O ex-deputado pediu um travão urgente ao que classificou como "processo de degradação" do parlamento e manifestou desacordo com a posição do presidente da Assembleia da República - de que cabe aos eleitores avaliar, nas urnas, o comportamento dos deputados - afirmando que "não faz sentido" deixar "degradar a imagem do parlamento durante quatro anos", confiando que os eleitores resolverão a questão.
"É o mesmo que uma criança dar uma estalada no irmão e a gente dizer: 'Bem, agora não acontece nada, mas daqui a um ano, quando chegarmos ao Natal, não vais ter a prenda que tu querias'. Isto não faz sentido nenhum", exemplificou.

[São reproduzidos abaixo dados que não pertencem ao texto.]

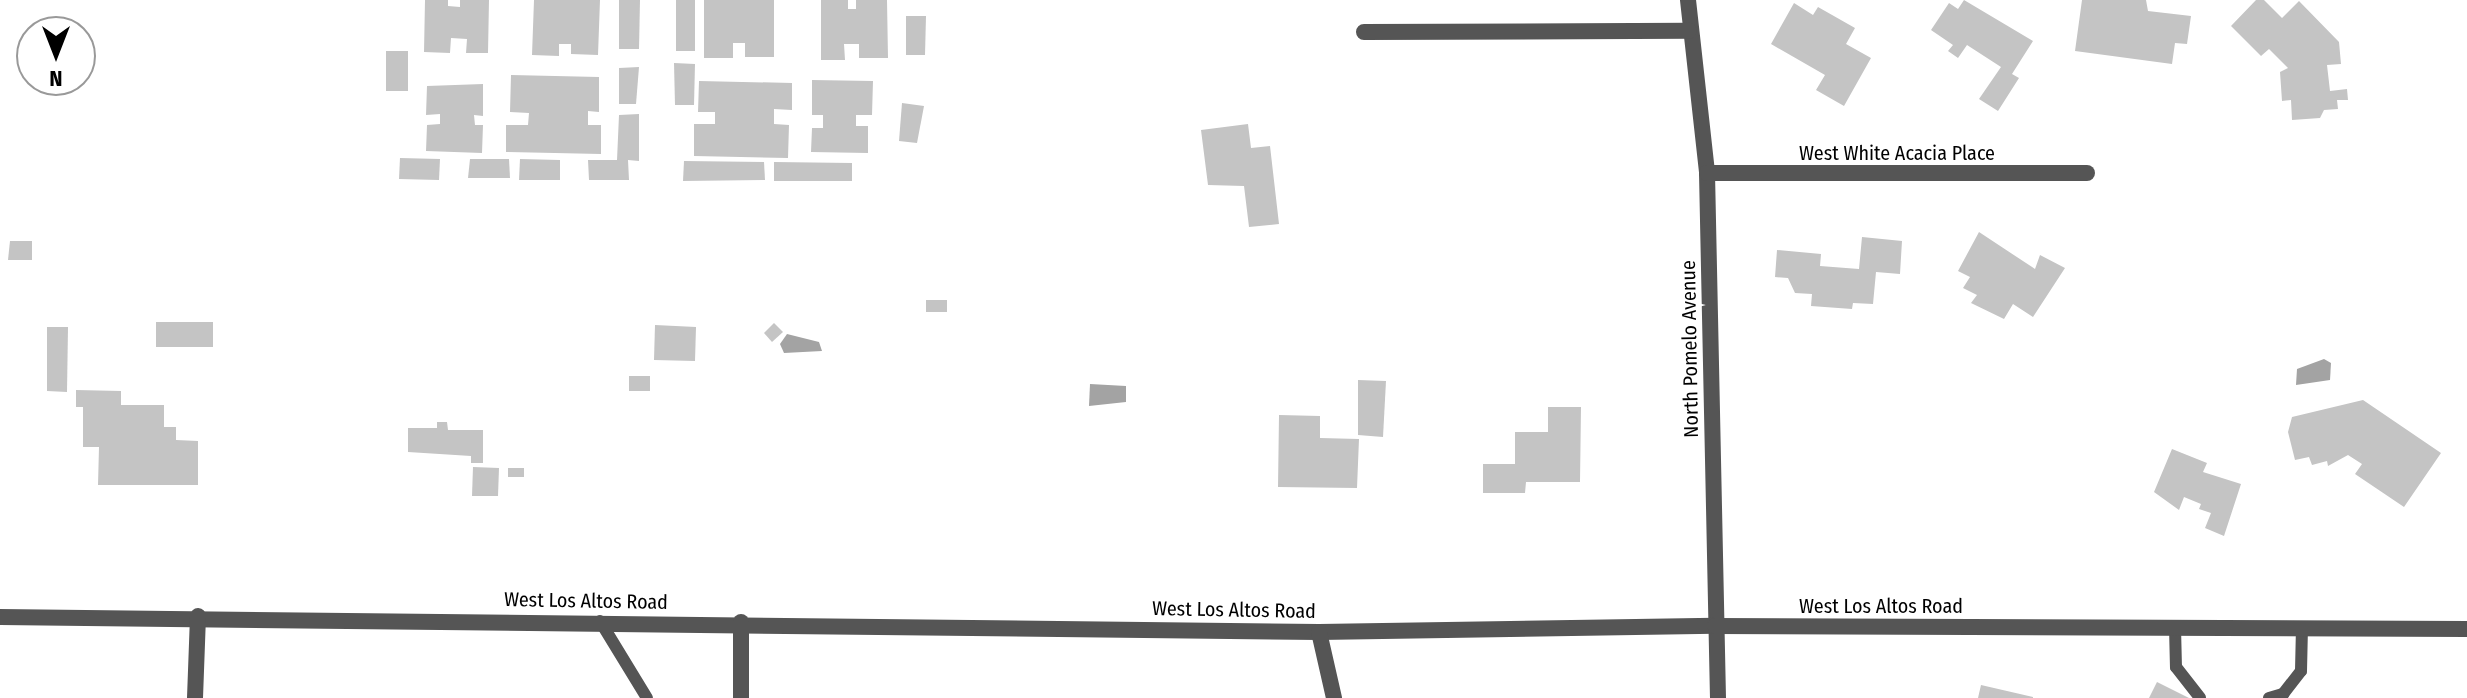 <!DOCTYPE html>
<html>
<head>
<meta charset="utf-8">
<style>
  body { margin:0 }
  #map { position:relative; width:2467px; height:698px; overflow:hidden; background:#fff; font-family:"Fira Sans Condensed",sans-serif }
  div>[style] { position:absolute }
  .water>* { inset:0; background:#a3a3a3 }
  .building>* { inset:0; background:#c4c4c4 }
  .lane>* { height:12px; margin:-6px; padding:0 6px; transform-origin:6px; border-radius:6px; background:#555 }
  .street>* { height:16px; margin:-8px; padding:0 8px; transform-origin:8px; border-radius:8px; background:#555 }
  span { translate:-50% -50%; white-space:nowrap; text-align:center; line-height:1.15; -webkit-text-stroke:6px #fff; paint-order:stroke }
  .street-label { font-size:20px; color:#000 }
  .north { position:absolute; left:16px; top:16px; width:80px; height:80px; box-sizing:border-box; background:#fff; border:2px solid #999; border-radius:50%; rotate:180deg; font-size:22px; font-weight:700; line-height:32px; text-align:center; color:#000 }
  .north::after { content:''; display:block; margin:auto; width:28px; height:36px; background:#000; clip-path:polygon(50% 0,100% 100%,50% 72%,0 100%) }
</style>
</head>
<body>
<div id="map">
  <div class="water">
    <div style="clip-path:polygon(787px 334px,819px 342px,822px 351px,784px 353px,780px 344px)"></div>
    <div style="clip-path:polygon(2324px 359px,2331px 363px,2330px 380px,2296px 385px,2297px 369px)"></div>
    <div style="clip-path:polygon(1090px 384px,1126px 386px,1126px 402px,1089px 406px)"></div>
  </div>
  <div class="building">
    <div style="clip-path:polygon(425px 0,448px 0,448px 6px,460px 7px,460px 0,489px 0,488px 53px,466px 53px,467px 39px,451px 38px,450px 53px,424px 52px)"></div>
    <div style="clip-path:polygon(534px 0,600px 0,598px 55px,571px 54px,571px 44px,559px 44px,559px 56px,532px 55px)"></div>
    <div style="clip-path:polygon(619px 0,640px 0,639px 49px,619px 49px)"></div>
    <div style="clip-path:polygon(676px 0,695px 0,695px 51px,676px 51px)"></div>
    <div style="clip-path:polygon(704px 0,774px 0,774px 57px,745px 57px,745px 43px,733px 43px,733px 58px,704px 58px)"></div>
    <div style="clip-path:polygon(821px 0,848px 0,848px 9px,856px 9px,856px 0,887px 0,888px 58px,859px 58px,859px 44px,844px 44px,845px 60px,821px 60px)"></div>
    <div style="clip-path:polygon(1964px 0,2033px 41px,2012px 74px,2019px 78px,1998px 111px,1979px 99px,2001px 67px,1967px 45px,1958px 58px,1948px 51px,1953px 45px,1931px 30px,1949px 3px,1958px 9px)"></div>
    <div style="clip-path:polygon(2082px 0,2146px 0,2148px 11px,2191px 16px,2187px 44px,2175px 43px,2172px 64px,2075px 51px)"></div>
    <div style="clip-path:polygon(2256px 0,2264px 0,2282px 18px,2299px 1px,2339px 42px,2341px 64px,2327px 65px,2330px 91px,2347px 89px,2348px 100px,2337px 100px,2338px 109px,2324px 110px,2320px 118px,2292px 120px,2291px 100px,2282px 101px,2280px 72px,2288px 68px,2269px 49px,2261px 56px,2231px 26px)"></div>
    <div style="clip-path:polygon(1794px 3px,1813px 15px,1818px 7px,1855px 28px,1846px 44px,1871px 58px,1844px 106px,1816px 90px,1825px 75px,1771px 44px)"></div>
    <div style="clip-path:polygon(906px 16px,926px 16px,925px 55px,906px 55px)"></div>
    <div style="clip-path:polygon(386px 51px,408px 51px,408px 91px,386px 91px)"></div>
    <div style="clip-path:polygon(674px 63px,695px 64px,694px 105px,675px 105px)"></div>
    <div style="clip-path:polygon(639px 67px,636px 104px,619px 104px,619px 68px)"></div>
    <div style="clip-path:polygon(511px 75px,599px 77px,599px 112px,588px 111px,588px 125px,601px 125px,601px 154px,506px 152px,506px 125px,528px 125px,529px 113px,510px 112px)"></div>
    <div style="clip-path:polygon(812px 80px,873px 81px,872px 115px,856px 115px,856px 126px,868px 126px,868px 153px,811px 152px,812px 128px,823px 128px,823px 115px,812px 115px)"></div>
    <div style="clip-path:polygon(699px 81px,792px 83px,792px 110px,774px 109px,774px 124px,789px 125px,788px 158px,694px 156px,694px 124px,715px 124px,715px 112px,698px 112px)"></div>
    <div style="clip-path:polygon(483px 84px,483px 116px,474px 115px,475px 125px,483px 125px,482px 153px,426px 151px,427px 125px,440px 124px,440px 114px,426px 115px,427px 86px)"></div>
    <div style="clip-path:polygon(902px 103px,924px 106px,917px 143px,899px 141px)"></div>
    <div style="clip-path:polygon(639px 114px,639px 161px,628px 160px,629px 180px,589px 180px,588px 160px,617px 160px,619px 115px)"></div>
    <div style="clip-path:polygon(1248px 124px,1251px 148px,1270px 146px,1279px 224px,1249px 227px,1244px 186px,1208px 185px,1201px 130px)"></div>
    <div style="clip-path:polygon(400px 158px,440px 159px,439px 180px,399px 179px)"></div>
    <div style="clip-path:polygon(470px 159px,509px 159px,510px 178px,468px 178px)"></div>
    <div style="clip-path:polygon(520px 159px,560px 160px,560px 180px,519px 180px)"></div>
    <div style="clip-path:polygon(684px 161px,764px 162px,765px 180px,683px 181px)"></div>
    <div style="clip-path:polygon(774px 162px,852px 163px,852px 181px,774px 181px)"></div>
    <div style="clip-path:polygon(1979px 232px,2035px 269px,2040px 255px,2065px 268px,2033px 317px,2013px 304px,2004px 319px,1971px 303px,1977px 295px,1963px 288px,1970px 277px,1958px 271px)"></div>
    <div style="clip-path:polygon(1862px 237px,1902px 241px,1900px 274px,1876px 272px,1873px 304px,1853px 303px,1852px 309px,1811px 306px,1812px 294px,1795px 293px,1788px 278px,1775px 277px,1777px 250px,1821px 254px,1820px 266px,1859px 269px)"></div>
    <div style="clip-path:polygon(10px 241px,32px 241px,32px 260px,8px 260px)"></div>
    <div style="clip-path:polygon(926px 300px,947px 300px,947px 312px,926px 312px)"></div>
    <div style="clip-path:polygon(156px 322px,213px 322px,213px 347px,156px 347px)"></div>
    <div style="clip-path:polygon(774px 323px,783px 332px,772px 342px,764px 333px)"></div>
    <div style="clip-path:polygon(655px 325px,696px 327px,695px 361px,654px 360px)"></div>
    <div style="clip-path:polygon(47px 327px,68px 327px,67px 392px,47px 391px)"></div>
    <div style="clip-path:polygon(629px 376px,650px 376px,650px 391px,629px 391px)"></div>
    <div style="clip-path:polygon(1358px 380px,1386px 381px,1383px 437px,1358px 435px)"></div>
    <div style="clip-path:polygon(76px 390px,121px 391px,121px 405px,164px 405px,164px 427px,176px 427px,176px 440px,198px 441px,198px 485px,98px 485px,99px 447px,83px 447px,83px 407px,76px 407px)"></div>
    <div style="clip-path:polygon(2363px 400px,2441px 453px,2404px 507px,2355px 474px,2362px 464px,2348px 455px,2328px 466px,2327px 461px,2312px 465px,2309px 457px,2295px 460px,2288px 432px,2292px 417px)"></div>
    <div style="clip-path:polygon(1548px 407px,1581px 407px,1580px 482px,1526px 482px,1525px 493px,1483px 493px,1483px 464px,1515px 464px,1515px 432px,1548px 432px)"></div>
    <div style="clip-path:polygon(1279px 415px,1320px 416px,1320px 438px,1359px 439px,1357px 488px,1278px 487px)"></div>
    <div style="clip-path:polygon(437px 422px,447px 422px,448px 430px,483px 430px,483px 463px,471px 463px,471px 456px,408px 452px,408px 428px,437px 428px)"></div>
    <div style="clip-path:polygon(2172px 449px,2207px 463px,2203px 472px,2241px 484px,2224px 536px,2205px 528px,2211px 513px,2199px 509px,2201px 504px,2184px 497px,2179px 510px,2154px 492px)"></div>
    <div style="clip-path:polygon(473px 467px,499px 468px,498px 496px,472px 496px)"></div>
    <div style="clip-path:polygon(508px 468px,524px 468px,524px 477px,508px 477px)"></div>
    <div style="clip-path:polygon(2157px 682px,2189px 698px,2149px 698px)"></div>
    <div style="clip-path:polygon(1981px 685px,2033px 697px,2033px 698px,1978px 698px)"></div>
  </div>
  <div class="lane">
    <div style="left:600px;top:621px;width:90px;rotate:58.6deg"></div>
    <div style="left:2175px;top:627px;width:40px;rotate:88.6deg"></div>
    <div style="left:2176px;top:667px;width:39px;rotate:52deg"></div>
    <div style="left:2269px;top:698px;width:15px;rotate:-16deg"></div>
    <div style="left:2283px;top:694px;width:29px;rotate:-52deg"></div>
    <div style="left:2301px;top:671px;width:43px;rotate:-88.7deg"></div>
  </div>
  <div class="street">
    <div style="left:1688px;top:0;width:174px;rotate:83.7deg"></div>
    <div style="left:1707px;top:173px;width:525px;rotate:88.8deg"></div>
    <div style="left:1364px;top:32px;width:325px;rotate:-0.2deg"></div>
    <div style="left:1707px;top:173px;width:380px"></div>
    <div style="left:0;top:617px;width:1319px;rotate:0.65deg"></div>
    <div style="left:1319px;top:632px;width:396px;rotate:-0.9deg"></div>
    <div style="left:1715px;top:626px;width:752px;rotate:0.23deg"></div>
    <div style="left:1319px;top:632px;width:68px;rotate:77.2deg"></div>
    <div style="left:195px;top:698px;width:82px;rotate:-87.9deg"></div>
    <div style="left:741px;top:698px;width:76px;rotate:-90deg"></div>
  </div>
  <div class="street-label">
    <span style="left:1897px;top:153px">West White Acacia Place</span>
    <span style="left:1690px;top:349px;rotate:-91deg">North Pomelo Avenue</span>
    <span style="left:586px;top:601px;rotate:1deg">West Los Altos Road</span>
    <span style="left:1881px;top:606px">West Los Altos Road</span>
    <span style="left:1234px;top:610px;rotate:1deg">West Los Altos Road</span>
  </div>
  <div class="north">N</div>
</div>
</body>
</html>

O professor universitário pediu o aprofundamento de uma análise comparada com outros parlamentos antes de se avançar com o estabelecimento de sanções, mas defendeu que, nos casos mais graves, se pode considerar a suspensão de mandato ou um corte salarial, sustentando que "nestas coisas não se pode brincar" e que se deve mexer "onde dói".
Também a investigadora Mariana Melo Egídio, assistente convidada da Faculdade de Direito da Universidade de Lisboa, defendeu uma revisão do código de conduta, mas frisou a importância de cumprir princípios de proporcionalidade e de implementar uma "lógica gradativa".
A professora universitária pediu igualmente uma análise comparada com o que é feito noutros países europeus e defendeu que a reflexão sobre o que deve ser adotado em Portugal "não deve ser acelerada, apesar de a evolução dos factos e das circunstâncias da realidade muitas vezes ser mais rica do que a ficção".
"Outro aspeto que se poderia também discutir, como há no Brasil, o Código de Conduta para as redes sociais dos deputados, o que apresenta aqui todo outro conjunto de problemas e de que forma é que podem ser, por exemplo, feitos determinados comentários, inclusivamente, relativamente a terceiros, a cidadãos", disse ainda.
Luís de Sousa, coordenador do estudo "Ética e Integridade na Política" da Fundação Francisco Manuel dos Santos, defendeu a possibilidade de a Comissão da Transparência ter poderes disciplinares próprios, reconhecendo que pode ser uma solução audaz, mas adequada "perante uma crise de legitimidade" que põe em causa a autorregulação do Parlamento.
Na fase de perguntas, o deputado socialista Pedro Delgado Alves reconheceu que, com o acréscimo de sanções, pode haver o risco de as maiorias parlamentares manipularem as punições, mas manteve a defesa de um reforço do regime sancionatório, por considerar que o perigo de manipulação está salvaguardado pelo Estado de direito.
O deputado do PSD António Rodrigues pediu ponderação na discussão do assunto, sublinhando que todos os casos que levaram ao debate sobre o Código de Conduta dos deputados "tinham, acima de tudo, motivações políticas" e não pessoais, considerando "perigoso tomar qualquer tipo de posições excessivas".
"Por muito que doa a muita gente, o Parlamento tem em si já muitos mecanismos para poder autorregular-se, quer através dos mecanismos políticos, quer através dos mecanismos de direção dos trabalhos parlamentares", concluiu.